Врач бдительно следила за ней. Она снова очень вовремя выглянула в коридор и ухватила бегущую по нему Лису за балахоном висевший на ней халат.
— Ку-у-уу-уда пошла?
— Туда! Мне надо!
— А ну-ка назад!
— Мне в самом деле надо, понимаете?! Пустите!
— Наверное всё, что в попке, наружу просится? — бесцеремонно уточнила врач.
— Да!
Её собеседница недовольно поморщилась, попробовала ещё что-то объяснять, но настырная Лиса вырвалась и пошла по своим делам. Закончилось тем, что спохватившаяся докторица догнала её, остановила, всячески накричала и насильно отконвоировала в родильный зал.
— Ты, девочка моя, с направлениями путаешься! Не боишься прямо на унитазе родить? У нас, изредка такое случается… С особо упрямыми!
Подошли другие женщины в белых халатах. «Они тут все сговорились! — догадалась Лиса и решила не сопротивляться. — Хорошо, — успокоила она себя. — Все видели, что мне нужно в туалет! Сами не пустили! Теперь, если что, я не виновата!»
Но наплевавшие на её тревоги и проблемы женщины только посмеивались.
В зале, на одном из столов, очень неестественно, словно умирающая собака, часто-часто двигая ребрами, дышала вцепившаяся в поручни роженица.
Остальные столы пустовали.
— Что стоим? Кого ждём? Особого приглашения? Или, может, стоя попробуем? — язвительно спросила доктор.
— Не знаю… — растерялась Лиса. — Я, наверное, лучше лягу.
Представить себе, как можно рожать стоя, у неё не получилось.
— И правильно! Стоя только коровы и лошади рожают! Полезай на стол. А, как залезешь, слушай меня! Что скажу, то и делать будешь!!! Поняла?!
Лиса кивнула.
И в самом деле — чего тут не понять? Главное, что теперь за неё другие решают. Уже одно это приободрило.

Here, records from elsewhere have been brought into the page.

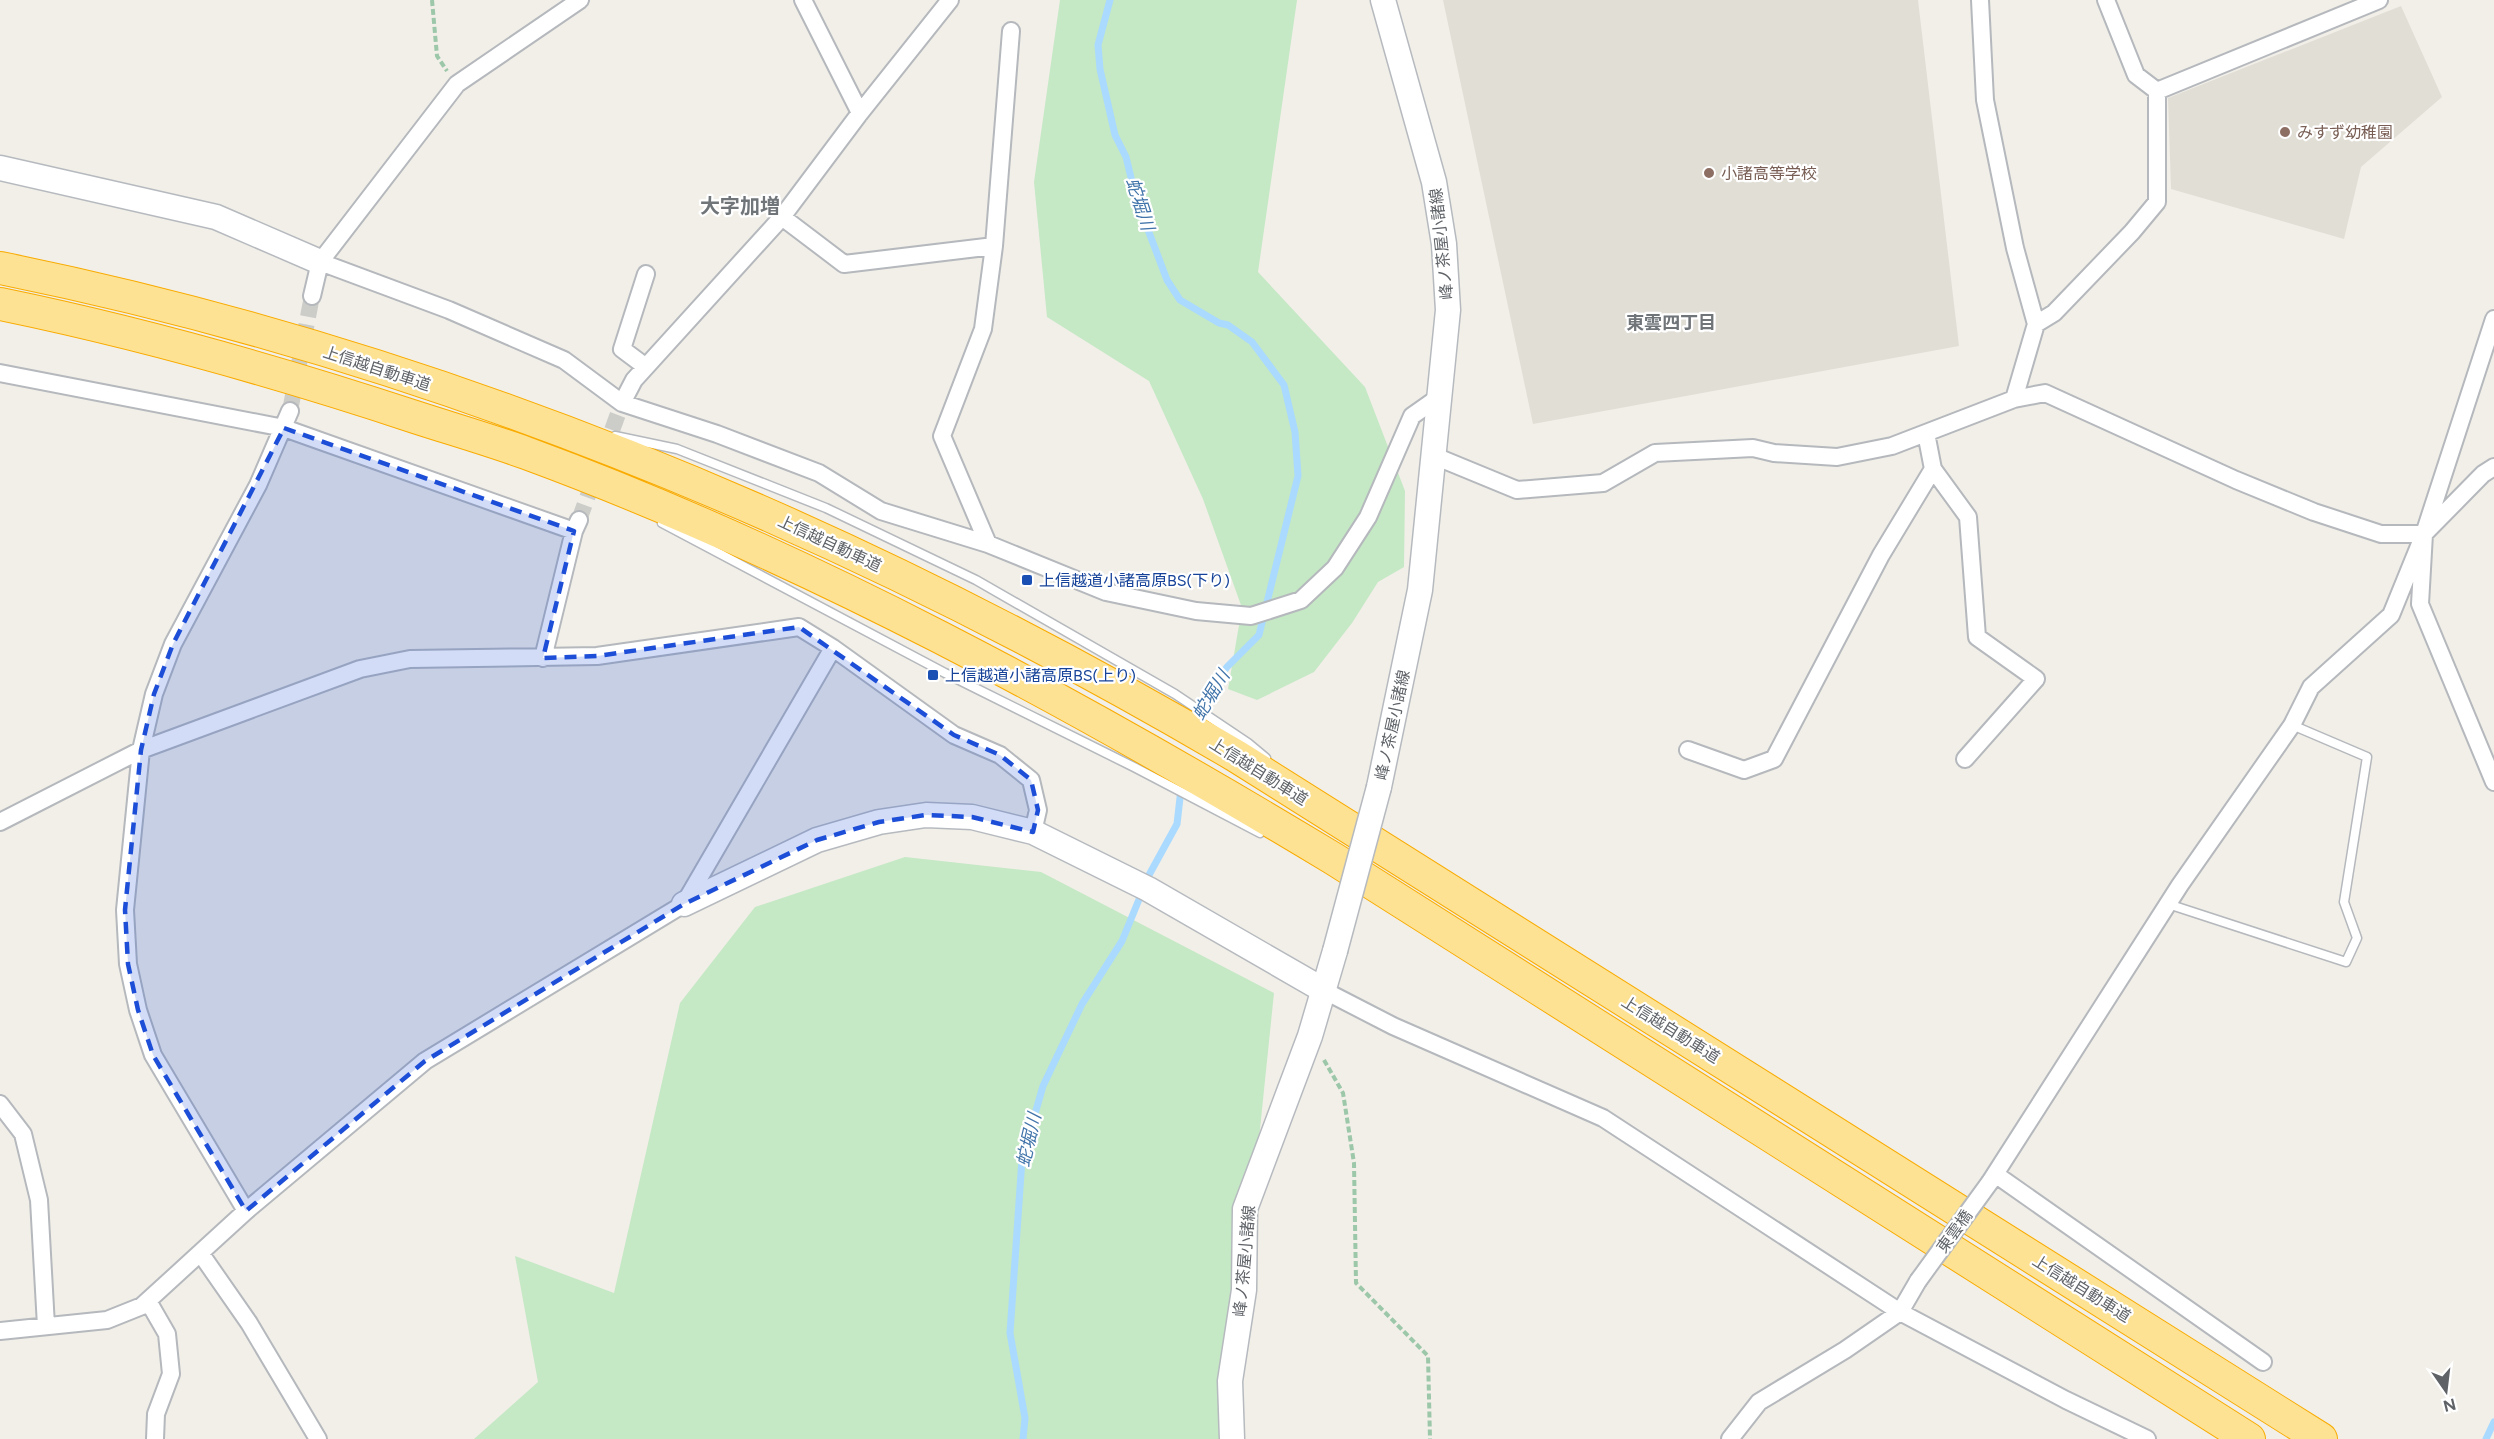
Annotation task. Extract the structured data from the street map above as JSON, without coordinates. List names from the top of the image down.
{
  "streets": {
    "highway": ["上信越自動車道"],
    "main road": ["峰ノ茶屋小諸線"],
    "street": ["東雲橋"]
  },
  "districts": ["大字加増", "東雲四丁目"],
  "water": ["蛇堀川"],
  "places": {
    "other": ["みすず幼稚園", "小諸高等学校"],
    "transit": ["上信越道小諸高原BS(下り)", "上信越道小諸高原BS(上り)"]
  },
  "north": "bottom"
}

Врач подсказала, какое положение она должна принять, и неожиданно подогнула ей ноги, да так, что пятки вжались в ягодицы. Дальше события сменяли друг друга с такой быстротой, что запомнилось не всё — какие-то смазанные отрывки. Через полчаса голос у Лисы охрип, и ей совершенно расхотелось слушать команды. Она устала. Легче было бы провалиться в небытие, но воспользоваться такой возможностью ей не дали.
— Ещё немного осталось…Ещё! Сильней тужься!

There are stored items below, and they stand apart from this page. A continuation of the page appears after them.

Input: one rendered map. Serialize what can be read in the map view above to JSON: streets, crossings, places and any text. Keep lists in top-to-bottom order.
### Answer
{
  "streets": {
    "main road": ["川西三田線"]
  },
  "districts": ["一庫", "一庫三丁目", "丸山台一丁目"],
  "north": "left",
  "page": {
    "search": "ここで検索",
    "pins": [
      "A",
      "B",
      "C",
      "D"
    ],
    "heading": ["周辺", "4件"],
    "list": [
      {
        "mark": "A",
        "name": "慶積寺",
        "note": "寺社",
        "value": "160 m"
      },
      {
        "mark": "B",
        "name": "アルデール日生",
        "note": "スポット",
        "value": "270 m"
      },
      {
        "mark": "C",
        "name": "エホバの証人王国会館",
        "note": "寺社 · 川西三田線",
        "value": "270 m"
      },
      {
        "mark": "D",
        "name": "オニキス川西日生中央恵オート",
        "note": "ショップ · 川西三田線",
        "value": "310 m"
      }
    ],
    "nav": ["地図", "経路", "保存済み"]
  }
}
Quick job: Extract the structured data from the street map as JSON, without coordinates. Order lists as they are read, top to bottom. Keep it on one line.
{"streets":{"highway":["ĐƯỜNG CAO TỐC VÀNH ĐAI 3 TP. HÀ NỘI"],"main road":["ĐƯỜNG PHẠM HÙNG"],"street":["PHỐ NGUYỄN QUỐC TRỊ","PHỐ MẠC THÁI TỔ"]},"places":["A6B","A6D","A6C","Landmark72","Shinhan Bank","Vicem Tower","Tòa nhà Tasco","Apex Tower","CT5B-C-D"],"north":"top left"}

Дышать получалось только короткими поспешными рывками, чуть ли не глотками…
— Не торопись! — шлепнули её по щеке. — От такого дыхания ребёнок туда-сюда ходит! Никак не определится — куда ему! О нём не думаешь?!
Перед глазами мельтешат яркие пятна, и вот сквозь толщу навалившейся на неё полупрозрачной иссиня-серой пелены доносится крик младенца. Её сына.
В унисон с ним быстрозатихающим эхом звучит крик какой-то женщины. Лиса не сразу, но понимает, что этот странно знакомый с хрипотцой голос принадлежит ей. Это она кричит.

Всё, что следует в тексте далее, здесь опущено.